Als je op enig moment ziet hoe toegetakeld na een treffen een Nederlandse soldaat in een rivier was gesmeten, heb je geen behoefte de tegenstander uit te nodigen voor een kopje koffie. Mensen die nooit een broek vol van angst hebben gehad, zullen dat nooit kunnen begrijpen. Hoeft ook niet, maar die moeten ook niet veroordelen. Door je hoofd gaat maar één ding: hoe kom ik hier levend uit. Dan is er maar één goede vijand en dat is een dode vijand. Dat is niet onbehoorlijk, dat is menselijk en de realiteit.
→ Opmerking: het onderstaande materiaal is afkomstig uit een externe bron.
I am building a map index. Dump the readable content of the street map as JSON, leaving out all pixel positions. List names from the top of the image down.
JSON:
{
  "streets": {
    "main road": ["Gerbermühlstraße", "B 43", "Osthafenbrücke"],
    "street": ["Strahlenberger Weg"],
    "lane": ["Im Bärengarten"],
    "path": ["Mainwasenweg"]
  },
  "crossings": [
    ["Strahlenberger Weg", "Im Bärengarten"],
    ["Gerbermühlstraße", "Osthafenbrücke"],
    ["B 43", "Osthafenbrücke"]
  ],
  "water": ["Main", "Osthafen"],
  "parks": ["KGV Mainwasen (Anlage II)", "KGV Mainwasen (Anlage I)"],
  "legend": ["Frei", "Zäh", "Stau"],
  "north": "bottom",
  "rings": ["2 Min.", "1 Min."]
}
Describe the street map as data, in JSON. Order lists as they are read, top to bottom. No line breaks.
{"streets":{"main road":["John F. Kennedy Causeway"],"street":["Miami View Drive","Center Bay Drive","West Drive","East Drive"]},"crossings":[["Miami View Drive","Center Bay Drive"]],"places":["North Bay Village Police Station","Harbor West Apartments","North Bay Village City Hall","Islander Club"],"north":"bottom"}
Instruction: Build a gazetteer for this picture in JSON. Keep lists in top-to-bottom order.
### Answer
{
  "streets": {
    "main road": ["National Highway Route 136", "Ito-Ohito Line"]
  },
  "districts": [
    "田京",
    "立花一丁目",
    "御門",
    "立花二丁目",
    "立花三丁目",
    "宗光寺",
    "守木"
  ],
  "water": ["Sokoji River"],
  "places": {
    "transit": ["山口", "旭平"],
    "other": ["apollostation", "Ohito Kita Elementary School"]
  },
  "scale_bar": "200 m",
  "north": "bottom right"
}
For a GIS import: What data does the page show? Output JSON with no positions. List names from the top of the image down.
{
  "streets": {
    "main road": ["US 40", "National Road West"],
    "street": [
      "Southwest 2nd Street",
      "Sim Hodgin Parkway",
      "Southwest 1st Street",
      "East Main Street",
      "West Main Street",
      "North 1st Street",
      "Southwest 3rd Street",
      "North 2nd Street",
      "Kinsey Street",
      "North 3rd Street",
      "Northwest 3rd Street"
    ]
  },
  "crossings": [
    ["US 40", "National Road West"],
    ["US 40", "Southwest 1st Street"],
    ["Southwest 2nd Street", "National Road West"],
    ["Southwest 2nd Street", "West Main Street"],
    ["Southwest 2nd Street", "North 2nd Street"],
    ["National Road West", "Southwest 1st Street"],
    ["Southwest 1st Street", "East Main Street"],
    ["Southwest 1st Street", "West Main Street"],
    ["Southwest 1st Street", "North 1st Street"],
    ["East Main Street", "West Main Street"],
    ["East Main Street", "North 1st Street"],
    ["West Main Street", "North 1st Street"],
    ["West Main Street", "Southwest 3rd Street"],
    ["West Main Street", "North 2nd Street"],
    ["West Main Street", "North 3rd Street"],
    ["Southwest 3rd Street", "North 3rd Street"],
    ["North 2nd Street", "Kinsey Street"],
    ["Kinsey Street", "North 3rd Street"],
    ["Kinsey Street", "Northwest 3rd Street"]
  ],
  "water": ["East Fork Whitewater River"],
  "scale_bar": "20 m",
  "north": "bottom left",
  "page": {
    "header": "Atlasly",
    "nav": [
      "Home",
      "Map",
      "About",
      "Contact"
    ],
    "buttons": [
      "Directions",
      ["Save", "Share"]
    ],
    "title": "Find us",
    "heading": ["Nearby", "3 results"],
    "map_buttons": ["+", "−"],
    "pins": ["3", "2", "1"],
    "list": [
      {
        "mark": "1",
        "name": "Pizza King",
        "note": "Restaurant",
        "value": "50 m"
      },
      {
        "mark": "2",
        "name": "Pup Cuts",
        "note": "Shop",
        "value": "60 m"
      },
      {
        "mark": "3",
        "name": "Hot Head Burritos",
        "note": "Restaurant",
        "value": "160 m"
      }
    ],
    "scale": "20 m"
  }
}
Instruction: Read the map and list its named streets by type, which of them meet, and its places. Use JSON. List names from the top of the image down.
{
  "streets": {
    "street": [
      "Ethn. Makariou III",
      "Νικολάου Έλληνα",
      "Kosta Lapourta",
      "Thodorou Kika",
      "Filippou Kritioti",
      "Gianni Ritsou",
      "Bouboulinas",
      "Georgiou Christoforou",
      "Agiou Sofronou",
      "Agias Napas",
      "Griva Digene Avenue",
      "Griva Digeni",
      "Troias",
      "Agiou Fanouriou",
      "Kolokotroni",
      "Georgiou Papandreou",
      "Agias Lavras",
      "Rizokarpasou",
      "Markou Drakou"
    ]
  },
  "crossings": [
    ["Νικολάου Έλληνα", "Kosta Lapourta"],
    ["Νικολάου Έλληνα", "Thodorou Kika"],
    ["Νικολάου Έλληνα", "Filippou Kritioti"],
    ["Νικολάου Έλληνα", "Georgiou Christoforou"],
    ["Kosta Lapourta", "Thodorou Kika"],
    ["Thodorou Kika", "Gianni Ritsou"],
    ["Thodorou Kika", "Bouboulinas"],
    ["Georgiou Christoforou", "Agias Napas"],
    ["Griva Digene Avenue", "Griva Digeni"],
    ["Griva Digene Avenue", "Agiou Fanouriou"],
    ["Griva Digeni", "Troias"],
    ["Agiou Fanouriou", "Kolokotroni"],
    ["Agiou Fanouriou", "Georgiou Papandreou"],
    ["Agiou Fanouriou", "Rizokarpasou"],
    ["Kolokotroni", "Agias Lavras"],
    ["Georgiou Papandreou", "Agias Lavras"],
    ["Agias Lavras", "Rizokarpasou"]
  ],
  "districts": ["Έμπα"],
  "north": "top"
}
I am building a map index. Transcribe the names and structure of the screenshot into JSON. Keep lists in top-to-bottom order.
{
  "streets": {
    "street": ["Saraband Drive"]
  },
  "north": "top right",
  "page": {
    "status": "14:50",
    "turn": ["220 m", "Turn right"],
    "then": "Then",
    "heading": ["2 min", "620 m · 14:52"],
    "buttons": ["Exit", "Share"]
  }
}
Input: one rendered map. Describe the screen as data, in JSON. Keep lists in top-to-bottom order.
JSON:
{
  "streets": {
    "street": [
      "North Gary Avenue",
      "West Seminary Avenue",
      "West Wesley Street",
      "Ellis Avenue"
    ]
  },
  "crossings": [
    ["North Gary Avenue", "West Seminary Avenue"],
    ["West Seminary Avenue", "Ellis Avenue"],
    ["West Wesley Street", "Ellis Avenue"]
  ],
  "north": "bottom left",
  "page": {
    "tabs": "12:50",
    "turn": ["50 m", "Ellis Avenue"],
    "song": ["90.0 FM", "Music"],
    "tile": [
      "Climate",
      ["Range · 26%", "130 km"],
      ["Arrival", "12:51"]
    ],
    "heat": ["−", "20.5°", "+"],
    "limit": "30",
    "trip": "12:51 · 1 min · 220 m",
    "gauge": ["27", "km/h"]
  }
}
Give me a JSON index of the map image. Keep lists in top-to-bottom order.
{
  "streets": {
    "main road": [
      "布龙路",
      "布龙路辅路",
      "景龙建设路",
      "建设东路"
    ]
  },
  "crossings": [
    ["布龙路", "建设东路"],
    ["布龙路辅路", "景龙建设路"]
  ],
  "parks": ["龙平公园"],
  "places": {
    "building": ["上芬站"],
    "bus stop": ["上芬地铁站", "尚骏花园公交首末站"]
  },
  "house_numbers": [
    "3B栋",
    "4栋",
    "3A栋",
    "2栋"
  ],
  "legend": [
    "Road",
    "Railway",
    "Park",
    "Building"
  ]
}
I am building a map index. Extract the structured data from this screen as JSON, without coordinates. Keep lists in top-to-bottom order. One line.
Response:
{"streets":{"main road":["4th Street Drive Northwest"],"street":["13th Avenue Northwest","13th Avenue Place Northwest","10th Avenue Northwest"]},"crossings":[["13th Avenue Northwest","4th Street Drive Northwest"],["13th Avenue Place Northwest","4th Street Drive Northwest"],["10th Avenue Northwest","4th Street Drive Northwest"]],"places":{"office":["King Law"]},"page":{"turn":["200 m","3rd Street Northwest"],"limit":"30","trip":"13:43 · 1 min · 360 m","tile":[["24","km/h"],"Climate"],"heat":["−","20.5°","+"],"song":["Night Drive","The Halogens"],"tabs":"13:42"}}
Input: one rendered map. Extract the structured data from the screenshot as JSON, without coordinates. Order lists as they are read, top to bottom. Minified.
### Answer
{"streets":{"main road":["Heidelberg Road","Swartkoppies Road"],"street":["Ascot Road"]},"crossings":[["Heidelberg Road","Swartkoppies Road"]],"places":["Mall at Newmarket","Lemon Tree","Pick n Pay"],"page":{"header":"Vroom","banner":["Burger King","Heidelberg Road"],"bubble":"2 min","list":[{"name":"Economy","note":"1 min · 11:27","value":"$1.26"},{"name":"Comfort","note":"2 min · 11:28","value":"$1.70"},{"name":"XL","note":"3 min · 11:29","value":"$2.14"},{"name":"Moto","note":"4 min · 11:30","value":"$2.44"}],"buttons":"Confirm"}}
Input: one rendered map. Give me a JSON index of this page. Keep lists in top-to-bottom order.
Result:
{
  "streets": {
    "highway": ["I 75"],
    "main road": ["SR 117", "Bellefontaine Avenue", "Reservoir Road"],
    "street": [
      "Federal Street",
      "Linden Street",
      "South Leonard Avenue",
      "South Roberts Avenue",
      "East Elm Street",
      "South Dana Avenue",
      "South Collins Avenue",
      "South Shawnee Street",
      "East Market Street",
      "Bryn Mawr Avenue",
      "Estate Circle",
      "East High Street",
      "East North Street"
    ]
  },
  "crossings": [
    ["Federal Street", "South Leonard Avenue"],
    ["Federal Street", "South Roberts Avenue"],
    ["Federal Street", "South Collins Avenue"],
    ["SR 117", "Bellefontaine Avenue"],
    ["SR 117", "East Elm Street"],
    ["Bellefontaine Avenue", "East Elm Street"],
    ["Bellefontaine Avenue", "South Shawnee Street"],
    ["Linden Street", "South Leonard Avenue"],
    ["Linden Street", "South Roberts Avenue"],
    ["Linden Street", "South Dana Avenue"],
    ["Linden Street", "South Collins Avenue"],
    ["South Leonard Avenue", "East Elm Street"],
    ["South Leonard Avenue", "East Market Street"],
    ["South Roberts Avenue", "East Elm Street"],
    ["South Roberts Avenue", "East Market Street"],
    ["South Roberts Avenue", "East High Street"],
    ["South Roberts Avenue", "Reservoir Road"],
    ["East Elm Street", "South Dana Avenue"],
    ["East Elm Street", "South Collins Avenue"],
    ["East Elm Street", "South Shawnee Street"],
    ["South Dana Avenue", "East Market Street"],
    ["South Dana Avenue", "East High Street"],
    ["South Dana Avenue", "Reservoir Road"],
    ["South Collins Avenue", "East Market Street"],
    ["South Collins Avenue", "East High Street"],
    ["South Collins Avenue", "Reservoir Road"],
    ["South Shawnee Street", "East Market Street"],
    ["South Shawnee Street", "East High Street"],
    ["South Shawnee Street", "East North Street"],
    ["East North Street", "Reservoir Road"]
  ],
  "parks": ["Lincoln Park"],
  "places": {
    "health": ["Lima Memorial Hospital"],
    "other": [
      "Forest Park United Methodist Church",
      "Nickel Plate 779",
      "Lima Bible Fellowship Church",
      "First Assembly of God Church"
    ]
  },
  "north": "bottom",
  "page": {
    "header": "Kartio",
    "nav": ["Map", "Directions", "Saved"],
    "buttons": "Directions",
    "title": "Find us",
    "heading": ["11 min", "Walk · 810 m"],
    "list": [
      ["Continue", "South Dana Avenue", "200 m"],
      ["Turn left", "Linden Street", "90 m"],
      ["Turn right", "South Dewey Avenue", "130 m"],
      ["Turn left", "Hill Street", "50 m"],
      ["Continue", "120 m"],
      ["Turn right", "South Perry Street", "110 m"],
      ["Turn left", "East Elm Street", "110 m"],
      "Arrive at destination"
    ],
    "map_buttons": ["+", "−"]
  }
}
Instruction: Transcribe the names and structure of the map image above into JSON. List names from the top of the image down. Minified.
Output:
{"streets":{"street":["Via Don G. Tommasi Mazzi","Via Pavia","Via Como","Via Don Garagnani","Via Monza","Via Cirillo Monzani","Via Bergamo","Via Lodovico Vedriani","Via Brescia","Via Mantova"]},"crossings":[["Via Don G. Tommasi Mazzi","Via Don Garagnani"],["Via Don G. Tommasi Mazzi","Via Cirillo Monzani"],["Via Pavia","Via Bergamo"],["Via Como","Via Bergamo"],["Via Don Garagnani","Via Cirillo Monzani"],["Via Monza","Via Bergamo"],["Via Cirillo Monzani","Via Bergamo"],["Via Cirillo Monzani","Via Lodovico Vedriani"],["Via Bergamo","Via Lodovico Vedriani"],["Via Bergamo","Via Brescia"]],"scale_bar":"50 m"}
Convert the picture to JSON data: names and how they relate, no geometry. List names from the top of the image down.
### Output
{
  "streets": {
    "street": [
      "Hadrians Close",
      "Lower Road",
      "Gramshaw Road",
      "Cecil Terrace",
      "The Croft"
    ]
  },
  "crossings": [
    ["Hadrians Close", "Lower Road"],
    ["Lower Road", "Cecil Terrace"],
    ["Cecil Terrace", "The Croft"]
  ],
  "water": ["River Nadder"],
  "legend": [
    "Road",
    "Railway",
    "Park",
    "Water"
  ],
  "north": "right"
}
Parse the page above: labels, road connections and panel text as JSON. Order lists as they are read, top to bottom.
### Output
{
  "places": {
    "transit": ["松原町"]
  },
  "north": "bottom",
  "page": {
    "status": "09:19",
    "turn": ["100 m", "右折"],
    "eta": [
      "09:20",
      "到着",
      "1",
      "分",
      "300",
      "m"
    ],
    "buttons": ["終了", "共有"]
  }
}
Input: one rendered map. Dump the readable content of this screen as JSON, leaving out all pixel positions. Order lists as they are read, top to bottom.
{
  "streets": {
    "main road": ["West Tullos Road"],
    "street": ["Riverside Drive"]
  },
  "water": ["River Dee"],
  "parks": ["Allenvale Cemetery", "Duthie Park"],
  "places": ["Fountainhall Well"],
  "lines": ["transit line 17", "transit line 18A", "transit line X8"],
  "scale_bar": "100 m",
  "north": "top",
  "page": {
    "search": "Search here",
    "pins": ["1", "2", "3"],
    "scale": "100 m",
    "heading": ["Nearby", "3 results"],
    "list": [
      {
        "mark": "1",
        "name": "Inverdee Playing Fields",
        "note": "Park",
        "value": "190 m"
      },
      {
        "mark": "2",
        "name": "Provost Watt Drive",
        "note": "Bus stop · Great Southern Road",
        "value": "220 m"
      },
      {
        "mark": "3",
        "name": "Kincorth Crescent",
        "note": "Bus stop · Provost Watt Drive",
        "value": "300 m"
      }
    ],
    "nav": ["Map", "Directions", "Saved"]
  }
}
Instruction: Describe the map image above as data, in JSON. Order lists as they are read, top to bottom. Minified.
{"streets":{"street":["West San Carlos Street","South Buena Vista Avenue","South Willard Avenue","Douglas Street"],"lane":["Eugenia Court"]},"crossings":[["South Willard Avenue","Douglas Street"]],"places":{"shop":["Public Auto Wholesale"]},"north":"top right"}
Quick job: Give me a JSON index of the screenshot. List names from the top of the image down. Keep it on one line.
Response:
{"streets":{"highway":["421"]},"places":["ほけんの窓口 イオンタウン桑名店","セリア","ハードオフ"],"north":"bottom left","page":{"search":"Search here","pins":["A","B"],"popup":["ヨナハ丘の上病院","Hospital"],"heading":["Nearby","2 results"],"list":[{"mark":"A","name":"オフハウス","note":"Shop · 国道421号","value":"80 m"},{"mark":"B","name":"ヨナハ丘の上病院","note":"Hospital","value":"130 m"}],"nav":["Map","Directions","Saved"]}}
Schieten doe je uit angst of in paniek, zonder vooraf overleg. Als men vindt dat er niet mag worden geschoten moet je de militair niet opleiden om dat wel te doen. Geef hem dan een pollepel, dan zijn voor die brave jongens die zeggen het allemaal zo goed te weten de problemen de wereld uit. U zult begrijpen dat ik van die hedendaagse betweters, die denken de oorlog te kennen omdat ze er over hebben gelezen en alleen maar kunnen praten over excuses aanbieden, geen hoge dunk heb.
Het is een oud gezegde: wie vrede wil, bereide zich ten oorlog. Die spreuk heb ik niet bedacht, Caesar wist dat al.’’ (Tekst en foto: Bos Media Services)
Heeft u herinneringen aan de oorlog die u wil delen met plaatsgenoten? Aanmelden kan via redactie@jutter.nl of 0255-533900.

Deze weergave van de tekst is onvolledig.